Data extracted from a collection:
- - -

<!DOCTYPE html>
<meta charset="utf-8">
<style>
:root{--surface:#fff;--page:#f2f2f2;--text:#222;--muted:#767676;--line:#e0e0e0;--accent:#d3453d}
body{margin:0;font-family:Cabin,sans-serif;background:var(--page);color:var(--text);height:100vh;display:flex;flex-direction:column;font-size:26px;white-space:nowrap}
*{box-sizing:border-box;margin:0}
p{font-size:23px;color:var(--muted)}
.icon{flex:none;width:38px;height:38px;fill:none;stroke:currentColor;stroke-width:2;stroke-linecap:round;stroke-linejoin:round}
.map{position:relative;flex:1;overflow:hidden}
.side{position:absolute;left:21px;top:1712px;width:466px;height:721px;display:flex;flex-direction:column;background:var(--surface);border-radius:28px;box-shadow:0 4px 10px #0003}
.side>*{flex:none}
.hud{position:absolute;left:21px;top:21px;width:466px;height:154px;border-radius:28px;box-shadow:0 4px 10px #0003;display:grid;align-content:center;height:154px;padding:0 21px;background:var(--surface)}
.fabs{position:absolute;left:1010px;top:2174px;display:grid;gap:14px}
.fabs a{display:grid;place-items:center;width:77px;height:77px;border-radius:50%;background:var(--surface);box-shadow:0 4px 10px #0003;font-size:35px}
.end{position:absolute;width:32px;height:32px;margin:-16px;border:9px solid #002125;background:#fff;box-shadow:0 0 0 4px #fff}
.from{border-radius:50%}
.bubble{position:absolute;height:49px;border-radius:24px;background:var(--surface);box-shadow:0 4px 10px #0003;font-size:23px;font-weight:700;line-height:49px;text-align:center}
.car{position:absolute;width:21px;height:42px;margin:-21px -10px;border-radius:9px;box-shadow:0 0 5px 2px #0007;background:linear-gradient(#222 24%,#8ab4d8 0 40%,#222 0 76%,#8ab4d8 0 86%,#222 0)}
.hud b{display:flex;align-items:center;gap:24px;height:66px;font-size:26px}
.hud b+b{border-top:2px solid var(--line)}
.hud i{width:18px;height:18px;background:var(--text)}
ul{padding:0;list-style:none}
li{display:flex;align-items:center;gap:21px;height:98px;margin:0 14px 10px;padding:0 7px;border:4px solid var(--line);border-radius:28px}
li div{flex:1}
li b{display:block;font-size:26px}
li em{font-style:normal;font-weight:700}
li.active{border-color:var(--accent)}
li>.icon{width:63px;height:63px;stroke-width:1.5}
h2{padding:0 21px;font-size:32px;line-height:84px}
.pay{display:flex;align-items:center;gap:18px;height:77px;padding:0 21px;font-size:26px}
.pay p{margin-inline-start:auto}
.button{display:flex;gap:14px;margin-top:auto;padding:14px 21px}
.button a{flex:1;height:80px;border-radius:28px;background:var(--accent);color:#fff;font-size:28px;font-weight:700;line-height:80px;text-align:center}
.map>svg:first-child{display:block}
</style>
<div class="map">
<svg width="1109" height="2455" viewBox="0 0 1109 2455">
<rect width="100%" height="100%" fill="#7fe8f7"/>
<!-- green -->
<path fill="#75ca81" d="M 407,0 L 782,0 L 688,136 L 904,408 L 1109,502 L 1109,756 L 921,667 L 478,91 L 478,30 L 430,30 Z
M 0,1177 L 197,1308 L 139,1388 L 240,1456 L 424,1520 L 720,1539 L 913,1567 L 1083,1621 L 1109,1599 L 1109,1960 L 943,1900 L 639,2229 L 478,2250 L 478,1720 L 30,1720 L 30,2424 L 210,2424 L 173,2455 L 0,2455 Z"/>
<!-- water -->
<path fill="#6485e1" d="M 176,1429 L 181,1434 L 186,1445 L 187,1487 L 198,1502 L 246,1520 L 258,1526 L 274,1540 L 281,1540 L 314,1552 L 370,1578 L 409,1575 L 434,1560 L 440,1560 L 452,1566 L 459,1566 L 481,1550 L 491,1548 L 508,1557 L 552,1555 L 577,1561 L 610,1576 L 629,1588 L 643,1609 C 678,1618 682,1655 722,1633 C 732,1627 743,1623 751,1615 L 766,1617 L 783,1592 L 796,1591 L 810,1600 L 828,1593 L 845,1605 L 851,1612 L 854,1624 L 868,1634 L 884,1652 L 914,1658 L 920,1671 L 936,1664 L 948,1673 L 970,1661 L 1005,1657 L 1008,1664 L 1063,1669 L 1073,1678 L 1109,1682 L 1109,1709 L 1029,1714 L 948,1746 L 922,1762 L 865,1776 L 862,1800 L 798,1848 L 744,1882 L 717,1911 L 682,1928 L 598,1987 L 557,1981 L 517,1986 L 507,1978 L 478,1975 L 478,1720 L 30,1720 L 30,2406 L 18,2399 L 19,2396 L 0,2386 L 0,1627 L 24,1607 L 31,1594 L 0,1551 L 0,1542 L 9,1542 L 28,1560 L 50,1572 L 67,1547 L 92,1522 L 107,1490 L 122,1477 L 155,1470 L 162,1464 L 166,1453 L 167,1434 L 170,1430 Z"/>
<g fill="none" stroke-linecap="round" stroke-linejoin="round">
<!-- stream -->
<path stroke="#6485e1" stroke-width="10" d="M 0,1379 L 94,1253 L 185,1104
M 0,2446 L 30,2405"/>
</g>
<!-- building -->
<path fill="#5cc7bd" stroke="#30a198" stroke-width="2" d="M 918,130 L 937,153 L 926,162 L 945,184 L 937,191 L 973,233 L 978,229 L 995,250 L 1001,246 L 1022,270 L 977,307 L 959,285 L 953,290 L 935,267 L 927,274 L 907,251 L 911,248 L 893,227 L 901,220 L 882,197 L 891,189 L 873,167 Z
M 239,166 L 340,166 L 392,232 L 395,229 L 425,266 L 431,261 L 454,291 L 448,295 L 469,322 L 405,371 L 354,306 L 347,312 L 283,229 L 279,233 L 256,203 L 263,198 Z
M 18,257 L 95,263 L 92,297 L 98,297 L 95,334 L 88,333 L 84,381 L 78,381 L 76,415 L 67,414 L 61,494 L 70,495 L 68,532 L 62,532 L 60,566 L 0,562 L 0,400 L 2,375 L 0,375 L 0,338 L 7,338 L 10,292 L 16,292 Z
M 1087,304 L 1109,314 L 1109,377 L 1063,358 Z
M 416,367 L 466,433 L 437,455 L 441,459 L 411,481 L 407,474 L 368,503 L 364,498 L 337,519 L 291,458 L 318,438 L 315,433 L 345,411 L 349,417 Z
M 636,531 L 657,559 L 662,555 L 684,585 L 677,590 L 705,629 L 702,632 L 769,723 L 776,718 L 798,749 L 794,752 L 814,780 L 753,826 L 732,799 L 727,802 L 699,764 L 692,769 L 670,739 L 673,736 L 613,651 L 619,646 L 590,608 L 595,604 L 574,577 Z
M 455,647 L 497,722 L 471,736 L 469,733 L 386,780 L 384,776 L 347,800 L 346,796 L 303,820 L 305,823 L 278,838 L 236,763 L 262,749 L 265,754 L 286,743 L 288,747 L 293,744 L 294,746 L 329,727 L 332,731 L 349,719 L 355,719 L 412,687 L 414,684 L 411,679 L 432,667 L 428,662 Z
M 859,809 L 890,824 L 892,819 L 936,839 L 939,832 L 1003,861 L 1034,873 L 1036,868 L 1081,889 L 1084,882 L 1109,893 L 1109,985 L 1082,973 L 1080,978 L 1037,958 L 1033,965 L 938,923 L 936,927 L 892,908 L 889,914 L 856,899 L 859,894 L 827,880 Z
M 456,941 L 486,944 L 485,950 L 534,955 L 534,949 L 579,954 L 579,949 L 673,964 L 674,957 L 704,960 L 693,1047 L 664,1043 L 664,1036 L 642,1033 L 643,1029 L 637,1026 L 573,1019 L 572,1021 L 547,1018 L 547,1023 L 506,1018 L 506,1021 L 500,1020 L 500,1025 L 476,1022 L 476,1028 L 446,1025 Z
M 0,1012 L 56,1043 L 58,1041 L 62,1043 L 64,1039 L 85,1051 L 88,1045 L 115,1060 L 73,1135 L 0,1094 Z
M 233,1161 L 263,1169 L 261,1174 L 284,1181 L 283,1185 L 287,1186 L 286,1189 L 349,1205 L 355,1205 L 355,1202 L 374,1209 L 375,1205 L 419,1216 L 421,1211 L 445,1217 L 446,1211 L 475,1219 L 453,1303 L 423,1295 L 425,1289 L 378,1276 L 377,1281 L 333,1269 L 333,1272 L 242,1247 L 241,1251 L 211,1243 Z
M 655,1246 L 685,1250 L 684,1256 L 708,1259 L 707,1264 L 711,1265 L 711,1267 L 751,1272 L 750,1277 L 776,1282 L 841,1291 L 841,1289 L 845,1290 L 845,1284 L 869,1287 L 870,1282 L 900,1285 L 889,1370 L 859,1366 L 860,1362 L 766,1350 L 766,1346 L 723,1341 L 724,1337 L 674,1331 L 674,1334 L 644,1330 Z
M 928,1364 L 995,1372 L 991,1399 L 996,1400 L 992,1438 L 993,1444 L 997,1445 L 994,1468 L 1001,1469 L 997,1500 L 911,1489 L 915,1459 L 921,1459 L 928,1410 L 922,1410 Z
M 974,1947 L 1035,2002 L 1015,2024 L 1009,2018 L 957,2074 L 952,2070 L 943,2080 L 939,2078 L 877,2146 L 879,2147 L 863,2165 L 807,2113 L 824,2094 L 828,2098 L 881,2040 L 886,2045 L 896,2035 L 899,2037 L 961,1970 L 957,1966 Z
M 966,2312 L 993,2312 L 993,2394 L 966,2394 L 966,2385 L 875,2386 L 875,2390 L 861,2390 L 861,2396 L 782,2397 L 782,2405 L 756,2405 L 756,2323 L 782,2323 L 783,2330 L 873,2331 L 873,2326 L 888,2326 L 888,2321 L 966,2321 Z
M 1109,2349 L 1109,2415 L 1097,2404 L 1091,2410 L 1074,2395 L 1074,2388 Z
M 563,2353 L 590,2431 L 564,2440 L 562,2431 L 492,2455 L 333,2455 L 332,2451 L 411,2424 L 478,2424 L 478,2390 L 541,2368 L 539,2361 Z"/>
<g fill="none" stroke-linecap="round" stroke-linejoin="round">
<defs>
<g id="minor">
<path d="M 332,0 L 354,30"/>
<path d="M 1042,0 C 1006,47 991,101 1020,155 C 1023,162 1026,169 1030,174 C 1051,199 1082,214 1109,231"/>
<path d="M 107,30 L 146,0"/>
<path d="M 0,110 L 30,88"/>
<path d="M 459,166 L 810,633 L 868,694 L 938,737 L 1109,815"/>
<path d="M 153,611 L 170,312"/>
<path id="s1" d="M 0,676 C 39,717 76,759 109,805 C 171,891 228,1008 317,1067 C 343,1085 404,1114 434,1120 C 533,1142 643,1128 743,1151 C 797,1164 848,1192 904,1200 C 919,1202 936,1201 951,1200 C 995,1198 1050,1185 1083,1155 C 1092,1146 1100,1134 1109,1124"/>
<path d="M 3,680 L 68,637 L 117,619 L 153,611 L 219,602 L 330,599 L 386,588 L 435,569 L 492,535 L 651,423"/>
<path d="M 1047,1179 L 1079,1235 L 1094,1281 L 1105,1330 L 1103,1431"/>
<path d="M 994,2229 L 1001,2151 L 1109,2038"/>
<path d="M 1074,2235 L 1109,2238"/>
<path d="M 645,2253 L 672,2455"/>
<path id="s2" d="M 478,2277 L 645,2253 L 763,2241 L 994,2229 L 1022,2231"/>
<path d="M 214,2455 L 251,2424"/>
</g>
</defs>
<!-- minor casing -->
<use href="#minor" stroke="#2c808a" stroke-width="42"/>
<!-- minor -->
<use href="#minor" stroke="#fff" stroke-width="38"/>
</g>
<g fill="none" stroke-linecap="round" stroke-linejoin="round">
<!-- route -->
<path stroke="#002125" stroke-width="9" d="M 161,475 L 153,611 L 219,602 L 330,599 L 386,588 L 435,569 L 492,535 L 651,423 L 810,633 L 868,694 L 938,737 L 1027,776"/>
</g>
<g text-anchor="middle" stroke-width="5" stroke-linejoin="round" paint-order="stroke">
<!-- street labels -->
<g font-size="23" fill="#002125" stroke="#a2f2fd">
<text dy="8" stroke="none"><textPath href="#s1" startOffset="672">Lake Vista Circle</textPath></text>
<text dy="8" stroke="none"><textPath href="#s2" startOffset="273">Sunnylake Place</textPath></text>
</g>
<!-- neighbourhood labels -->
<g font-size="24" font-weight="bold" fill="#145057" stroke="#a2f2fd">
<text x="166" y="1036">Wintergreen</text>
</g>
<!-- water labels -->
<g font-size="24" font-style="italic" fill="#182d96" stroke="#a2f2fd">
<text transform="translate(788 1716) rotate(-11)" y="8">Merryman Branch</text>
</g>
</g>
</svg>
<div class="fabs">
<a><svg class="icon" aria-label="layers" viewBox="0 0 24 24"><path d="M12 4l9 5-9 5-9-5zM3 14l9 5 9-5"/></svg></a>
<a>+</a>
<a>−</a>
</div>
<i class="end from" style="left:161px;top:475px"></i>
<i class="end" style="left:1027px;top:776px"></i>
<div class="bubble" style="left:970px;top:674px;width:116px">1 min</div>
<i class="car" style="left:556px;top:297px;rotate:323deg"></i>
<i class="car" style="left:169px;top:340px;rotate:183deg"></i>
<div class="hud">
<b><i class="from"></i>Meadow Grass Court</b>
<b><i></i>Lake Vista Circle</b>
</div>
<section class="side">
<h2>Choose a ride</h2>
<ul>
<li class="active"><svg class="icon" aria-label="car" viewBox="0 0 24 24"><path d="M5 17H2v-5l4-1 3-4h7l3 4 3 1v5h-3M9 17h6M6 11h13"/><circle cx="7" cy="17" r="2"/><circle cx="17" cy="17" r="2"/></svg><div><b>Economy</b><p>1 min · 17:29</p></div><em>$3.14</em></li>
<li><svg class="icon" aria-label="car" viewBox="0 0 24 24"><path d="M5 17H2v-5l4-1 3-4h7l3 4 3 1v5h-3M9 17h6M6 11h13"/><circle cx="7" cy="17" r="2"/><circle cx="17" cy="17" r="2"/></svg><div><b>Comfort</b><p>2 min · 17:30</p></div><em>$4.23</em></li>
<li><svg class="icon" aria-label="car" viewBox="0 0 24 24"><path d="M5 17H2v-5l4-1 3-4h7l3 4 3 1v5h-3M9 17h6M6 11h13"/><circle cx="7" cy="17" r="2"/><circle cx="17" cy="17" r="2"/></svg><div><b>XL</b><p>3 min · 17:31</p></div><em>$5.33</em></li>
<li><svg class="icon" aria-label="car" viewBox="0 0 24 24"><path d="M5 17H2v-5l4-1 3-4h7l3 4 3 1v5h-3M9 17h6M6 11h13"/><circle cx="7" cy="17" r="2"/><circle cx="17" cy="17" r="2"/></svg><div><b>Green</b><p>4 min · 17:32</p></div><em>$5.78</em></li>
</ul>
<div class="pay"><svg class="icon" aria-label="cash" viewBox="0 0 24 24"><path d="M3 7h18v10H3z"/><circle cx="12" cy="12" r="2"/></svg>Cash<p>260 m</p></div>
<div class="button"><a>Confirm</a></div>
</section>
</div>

- - -

- [Task instructions]
Beginning with the top line of the data above, output every line exactly until the one that contains "-10px;border-radius:9px;box-shadow:0 0 5px", and include that one too.

- [Solved exercise]
<!DOCTYPE html>
<meta charset="utf-8">
<style>
:root{--surface:#fff;--page:#f2f2f2;--text:#222;--muted:#767676;--line:#e0e0e0;--accent:#d3453d}
body{margin:0;font-family:Cabin,sans-serif;background:var(--page);color:var(--text);height:100vh;display:flex;flex-direction:column;font-size:26px;white-space:nowrap}
*{box-sizing:border-box;margin:0}
p{font-size:23px;color:var(--muted)}
.icon{flex:none;width:38px;height:38px;fill:none;stroke:currentColor;stroke-width:2;stroke-linecap:round;stroke-linejoin:round}
.map{position:relative;flex:1;overflow:hidden}
.side{position:absolute;left:21px;top:1712px;width:466px;height:721px;display:flex;flex-direction:column;background:var(--surface);border-radius:28px;box-shadow:0 4px 10px #0003}
.side>*{flex:none}
.hud{position:absolute;left:21px;top:21px;width:466px;height:154px;border-radius:28px;box-shadow:0 4px 10px #0003;display:grid;align-content:center;height:154px;padding:0 21px;background:var(--surface)}
.fabs{position:absolute;left:1010px;top:2174px;display:grid;gap:14px}
.fabs a{display:grid;place-items:center;width:77px;height:77px;border-radius:50%;background:var(--surface);box-shadow:0 4px 10px #0003;font-size:35px}
.end{position:absolute;width:32px;height:32px;margin:-16px;border:9px solid #002125;background:#fff;box-shadow:0 0 0 4px #fff}
.from{border-radius:50%}
.bubble{position:absolute;height:49px;border-radius:24px;background:var(--surface);box-shadow:0 4px 10px #0003;font-size:23px;font-weight:700;line-height:49px;text-align:center}
.car{position:absolute;width:21px;height:42px;margin:-21px -10px;border-radius:9px;box-shadow:0 0 5px 2px #0007;background:linear-gradient(#222 24%,#8ab4d8 0 40%,#222 0 76%,#8ab4d8 0 86%,#222 0)}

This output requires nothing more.